A new memoir by Gerardo González, Indiana University School of Education dean emeritus, is a tribute to openness—the kind that happens when a nation welcomes new citizens and a person welcomes new ideas.

In February 1962, nine months before the Cuban missile crisis, González, then 11 years old, emigrated to the United States with his sister and parents. In A Cuban Refugee’s Journey to the American Dream, he poignantly describes the difficulties immigrants face even when they have entered this country legally.

A Cuban Refugee’s Journey to the American Dream.

A Cuban Refugee’s Journey to the American Dream.
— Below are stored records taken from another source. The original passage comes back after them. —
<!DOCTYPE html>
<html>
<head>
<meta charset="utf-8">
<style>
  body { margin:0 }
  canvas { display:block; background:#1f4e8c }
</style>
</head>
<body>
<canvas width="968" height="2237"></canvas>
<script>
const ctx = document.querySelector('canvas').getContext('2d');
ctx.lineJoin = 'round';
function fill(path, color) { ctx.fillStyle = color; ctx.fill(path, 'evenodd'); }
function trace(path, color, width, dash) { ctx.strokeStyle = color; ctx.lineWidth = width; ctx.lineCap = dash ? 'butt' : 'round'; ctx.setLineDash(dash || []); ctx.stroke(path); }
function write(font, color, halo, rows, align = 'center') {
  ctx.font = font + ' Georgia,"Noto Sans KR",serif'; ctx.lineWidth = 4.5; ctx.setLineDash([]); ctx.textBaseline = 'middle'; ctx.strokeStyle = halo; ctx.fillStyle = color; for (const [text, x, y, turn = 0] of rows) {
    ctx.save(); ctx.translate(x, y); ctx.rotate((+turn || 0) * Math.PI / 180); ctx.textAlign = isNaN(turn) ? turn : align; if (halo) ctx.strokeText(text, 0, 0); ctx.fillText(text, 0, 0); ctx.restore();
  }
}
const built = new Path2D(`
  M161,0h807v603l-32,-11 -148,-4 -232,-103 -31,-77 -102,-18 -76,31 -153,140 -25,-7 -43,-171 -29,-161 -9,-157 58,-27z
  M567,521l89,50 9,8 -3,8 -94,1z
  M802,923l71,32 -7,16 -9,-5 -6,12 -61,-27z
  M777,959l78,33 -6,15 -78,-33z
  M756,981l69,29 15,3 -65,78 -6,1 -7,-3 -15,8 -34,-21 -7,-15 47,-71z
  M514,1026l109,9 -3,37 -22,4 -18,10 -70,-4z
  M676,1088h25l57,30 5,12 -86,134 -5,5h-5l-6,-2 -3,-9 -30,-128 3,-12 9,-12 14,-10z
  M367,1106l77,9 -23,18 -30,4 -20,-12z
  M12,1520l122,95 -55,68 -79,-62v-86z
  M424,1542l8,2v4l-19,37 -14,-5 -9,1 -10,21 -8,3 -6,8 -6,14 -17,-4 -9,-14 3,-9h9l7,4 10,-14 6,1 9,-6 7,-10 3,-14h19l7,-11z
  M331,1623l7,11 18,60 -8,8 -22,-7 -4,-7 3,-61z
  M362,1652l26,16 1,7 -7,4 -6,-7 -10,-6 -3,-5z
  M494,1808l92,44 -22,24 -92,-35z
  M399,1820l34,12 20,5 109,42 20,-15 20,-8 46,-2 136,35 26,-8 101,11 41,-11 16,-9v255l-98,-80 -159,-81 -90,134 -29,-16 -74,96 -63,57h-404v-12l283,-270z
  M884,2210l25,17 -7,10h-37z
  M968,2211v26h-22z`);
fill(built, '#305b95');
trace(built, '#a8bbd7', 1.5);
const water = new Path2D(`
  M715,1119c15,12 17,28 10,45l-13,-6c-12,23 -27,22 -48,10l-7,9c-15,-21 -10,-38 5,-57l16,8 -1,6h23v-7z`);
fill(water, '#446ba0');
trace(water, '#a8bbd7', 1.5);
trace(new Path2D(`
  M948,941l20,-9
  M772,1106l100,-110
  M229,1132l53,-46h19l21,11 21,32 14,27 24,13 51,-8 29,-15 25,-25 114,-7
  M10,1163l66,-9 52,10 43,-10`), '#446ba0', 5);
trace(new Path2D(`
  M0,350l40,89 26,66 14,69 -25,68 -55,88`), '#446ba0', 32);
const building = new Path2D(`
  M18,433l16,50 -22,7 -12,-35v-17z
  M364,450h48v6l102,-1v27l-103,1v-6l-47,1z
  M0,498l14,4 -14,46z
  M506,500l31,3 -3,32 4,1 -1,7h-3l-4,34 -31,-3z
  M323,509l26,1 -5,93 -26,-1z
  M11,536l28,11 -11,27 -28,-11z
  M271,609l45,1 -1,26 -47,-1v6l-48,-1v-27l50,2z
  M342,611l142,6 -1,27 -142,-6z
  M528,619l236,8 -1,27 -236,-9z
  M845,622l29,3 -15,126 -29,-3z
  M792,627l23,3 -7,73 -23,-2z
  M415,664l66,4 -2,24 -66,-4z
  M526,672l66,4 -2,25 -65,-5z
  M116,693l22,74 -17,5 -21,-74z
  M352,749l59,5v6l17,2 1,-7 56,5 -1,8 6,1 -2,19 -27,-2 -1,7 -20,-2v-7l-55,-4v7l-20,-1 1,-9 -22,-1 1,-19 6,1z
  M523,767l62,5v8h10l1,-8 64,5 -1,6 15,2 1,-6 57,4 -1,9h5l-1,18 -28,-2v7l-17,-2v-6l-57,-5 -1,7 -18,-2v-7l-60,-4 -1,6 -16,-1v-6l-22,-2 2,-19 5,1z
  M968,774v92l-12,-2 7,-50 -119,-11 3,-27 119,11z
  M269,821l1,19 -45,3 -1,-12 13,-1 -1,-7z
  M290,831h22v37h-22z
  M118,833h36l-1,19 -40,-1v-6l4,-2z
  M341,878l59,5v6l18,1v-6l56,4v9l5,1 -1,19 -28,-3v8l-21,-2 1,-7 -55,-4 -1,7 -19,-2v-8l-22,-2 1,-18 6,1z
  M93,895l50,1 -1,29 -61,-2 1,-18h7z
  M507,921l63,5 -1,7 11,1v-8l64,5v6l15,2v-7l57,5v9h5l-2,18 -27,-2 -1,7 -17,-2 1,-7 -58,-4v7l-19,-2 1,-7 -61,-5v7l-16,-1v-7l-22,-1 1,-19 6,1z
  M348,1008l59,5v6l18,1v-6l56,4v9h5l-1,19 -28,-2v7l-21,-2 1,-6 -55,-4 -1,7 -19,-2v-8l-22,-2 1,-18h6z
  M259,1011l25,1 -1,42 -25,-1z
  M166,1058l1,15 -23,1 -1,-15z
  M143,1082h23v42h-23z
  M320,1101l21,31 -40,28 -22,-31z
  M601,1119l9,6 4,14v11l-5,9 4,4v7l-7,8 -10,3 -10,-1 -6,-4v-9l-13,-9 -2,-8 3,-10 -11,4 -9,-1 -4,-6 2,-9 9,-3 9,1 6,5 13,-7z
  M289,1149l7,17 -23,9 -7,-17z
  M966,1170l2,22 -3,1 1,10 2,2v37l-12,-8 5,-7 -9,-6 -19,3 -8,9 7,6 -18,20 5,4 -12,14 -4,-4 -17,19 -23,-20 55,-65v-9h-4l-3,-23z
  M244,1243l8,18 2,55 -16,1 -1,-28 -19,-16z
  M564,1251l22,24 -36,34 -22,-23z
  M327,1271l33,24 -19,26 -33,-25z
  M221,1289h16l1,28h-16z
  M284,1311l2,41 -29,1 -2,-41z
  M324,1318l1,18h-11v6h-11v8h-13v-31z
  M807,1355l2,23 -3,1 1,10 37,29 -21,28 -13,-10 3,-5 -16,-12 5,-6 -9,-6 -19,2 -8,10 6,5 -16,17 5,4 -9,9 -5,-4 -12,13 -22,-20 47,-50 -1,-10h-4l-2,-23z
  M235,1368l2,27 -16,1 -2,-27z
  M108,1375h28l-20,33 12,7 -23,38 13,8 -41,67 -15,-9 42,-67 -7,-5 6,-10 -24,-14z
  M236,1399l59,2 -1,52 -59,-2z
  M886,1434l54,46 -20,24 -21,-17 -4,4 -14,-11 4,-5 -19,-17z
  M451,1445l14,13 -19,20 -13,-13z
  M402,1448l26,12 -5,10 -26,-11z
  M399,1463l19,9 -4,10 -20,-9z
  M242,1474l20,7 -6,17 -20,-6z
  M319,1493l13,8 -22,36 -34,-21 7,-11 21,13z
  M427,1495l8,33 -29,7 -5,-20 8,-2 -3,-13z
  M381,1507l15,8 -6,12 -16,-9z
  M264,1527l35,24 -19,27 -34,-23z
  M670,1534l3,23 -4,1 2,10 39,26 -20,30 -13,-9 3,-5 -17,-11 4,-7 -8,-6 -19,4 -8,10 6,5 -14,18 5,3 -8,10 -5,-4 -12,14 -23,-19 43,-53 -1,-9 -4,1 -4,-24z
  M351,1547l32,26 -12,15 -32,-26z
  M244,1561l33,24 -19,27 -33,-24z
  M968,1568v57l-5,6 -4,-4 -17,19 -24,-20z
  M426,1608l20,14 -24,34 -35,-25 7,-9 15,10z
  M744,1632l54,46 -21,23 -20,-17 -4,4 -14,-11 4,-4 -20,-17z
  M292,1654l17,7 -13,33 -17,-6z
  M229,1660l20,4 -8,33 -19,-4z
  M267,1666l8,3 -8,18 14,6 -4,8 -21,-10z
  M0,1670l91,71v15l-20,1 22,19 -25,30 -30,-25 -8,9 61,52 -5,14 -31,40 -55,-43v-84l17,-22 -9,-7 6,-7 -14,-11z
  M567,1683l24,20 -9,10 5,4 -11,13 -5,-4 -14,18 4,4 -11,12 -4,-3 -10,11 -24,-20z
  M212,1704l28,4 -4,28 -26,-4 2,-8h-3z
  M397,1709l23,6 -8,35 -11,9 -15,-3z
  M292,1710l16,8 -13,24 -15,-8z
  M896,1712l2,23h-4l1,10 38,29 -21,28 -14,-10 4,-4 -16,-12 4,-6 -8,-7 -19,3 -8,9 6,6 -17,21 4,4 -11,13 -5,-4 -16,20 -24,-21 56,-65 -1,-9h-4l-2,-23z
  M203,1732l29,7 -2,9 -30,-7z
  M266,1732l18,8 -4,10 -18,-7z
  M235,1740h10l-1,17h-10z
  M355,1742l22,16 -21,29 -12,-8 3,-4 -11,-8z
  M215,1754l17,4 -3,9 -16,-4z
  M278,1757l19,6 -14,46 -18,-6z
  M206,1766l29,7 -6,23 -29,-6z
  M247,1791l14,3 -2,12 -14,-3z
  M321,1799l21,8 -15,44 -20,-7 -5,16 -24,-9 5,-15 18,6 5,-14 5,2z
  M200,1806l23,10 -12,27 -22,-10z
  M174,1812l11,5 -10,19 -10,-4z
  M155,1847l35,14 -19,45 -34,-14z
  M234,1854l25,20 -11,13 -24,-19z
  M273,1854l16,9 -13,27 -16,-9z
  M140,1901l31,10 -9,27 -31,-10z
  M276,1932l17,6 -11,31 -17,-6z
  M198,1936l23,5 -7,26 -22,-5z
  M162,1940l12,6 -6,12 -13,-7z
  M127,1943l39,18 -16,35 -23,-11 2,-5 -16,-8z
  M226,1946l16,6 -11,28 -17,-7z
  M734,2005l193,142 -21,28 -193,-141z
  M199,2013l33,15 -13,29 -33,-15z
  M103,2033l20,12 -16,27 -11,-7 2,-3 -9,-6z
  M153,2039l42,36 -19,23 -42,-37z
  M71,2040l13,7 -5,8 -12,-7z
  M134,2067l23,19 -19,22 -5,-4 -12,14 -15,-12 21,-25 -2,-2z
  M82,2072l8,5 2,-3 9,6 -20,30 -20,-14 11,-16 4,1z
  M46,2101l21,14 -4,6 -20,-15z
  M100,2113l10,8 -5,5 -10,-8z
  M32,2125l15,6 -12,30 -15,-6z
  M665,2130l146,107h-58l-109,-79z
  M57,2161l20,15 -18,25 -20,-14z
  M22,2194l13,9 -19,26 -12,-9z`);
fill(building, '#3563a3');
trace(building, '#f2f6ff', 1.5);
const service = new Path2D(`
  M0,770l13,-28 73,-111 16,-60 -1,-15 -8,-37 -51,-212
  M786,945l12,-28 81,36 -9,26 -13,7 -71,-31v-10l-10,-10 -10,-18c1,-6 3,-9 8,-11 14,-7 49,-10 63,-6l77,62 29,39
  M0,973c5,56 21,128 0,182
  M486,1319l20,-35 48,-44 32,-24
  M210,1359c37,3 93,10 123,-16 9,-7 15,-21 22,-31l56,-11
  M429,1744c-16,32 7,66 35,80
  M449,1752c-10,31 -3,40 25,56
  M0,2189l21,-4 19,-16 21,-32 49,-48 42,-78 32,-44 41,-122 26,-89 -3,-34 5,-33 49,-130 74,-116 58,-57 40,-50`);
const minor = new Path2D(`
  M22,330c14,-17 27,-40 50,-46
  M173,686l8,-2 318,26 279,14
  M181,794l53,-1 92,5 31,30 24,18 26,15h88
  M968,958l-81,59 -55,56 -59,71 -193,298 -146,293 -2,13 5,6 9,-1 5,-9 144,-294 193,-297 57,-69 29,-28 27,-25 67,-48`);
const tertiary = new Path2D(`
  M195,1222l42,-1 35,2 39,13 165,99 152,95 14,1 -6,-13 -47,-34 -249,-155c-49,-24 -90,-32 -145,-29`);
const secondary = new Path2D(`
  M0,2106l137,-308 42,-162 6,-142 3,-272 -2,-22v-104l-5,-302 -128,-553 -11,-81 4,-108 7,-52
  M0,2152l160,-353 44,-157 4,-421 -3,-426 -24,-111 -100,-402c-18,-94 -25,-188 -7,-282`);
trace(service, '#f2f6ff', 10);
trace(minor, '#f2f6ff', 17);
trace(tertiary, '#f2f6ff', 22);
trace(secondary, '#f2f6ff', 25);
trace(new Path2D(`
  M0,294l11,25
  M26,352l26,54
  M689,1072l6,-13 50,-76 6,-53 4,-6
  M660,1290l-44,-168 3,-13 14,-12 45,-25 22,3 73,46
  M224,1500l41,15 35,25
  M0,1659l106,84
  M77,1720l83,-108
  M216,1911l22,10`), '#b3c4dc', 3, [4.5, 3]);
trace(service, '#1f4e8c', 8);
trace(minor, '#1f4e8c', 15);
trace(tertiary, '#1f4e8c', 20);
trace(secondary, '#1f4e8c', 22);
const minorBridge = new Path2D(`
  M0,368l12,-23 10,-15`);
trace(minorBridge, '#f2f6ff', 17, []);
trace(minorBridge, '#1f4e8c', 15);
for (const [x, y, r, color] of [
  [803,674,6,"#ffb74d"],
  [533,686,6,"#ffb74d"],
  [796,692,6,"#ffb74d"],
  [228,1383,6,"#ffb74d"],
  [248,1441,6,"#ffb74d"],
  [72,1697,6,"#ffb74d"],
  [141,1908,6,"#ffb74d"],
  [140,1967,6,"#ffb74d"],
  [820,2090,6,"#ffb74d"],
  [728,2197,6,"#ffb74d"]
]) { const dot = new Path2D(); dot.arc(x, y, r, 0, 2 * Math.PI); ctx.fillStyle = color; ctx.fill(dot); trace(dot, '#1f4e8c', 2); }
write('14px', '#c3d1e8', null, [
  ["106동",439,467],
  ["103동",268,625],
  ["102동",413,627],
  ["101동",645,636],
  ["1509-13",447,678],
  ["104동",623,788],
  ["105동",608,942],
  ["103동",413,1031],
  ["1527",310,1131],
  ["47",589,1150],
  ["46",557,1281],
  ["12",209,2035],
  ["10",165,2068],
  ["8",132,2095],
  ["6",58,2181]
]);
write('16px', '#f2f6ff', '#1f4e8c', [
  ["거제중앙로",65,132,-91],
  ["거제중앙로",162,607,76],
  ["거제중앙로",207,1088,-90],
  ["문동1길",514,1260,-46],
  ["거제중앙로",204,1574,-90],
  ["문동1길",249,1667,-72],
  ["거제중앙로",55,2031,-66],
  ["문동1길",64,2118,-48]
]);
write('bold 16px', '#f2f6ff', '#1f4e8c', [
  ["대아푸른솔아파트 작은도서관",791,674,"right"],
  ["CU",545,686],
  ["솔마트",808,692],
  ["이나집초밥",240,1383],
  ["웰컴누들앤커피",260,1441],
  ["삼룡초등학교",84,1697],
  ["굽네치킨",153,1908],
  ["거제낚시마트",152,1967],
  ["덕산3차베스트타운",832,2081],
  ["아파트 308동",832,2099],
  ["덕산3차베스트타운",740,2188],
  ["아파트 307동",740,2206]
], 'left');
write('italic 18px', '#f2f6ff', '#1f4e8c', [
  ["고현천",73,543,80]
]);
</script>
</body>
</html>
“I was once a bright and happy child,” he writes. “But when my family relocated to a strange and forbidding society, I couldn’t speak or understand those around me. I was forced to conform to the standards of a society I simply couldn’t comprehend.”

One frightening incident transformed him into a terrified student who kept his head down and his mouth shut. During his first year in Miami, a vice principal entered his bilingual classroom and began haranguing the class: “This is America and you better behave like Americans.” When González, whose English comprehension was still low, asked a classmate to translate, he was suspended from school for interrupting.

Although he managed to graduate from high school, he admits that he was “a spectacular underachiever” who had no intention of going to college until a friend encouraged him. Like most first-generation college students, he knew nothing about the application process: “My parents never talked about SATs, GPA, FAFSA.” His first step was to enroll in a junior college.

He movingly describes how his liberal arts education—reading Dostoyevsky, Darwin, Camus—made him “thirsty for knowledge.” After earning his associate degree, he continued at the University of Florida in Gainesville, eventually earning a Ph.D. in counselor education and student personnel administration.

As a graduate student, he helped found what eventually became a national collegiate organization for preventing alcohol abuse. González proudly reproduces a letter he received from President Ronald Reagan, commending his “fine contribution to your adopted homeland.”

Much of González’s memoir is an argument for giving other immigrants the same chances he had. The plight of the Dreamers, the children born in America to parents who entered illegally, especially moves him. He argues: “Making sure those kids have opportunities is a matter of national survival. If we create conditions that systematically deny opportunity to any given class of people, we position ourselves for the demise of liberty.”   

His book is also an argument for education. As he writes in an epilogue, “Education is the great equalizer. It is the solution to the great and most intractable problems facing the world.”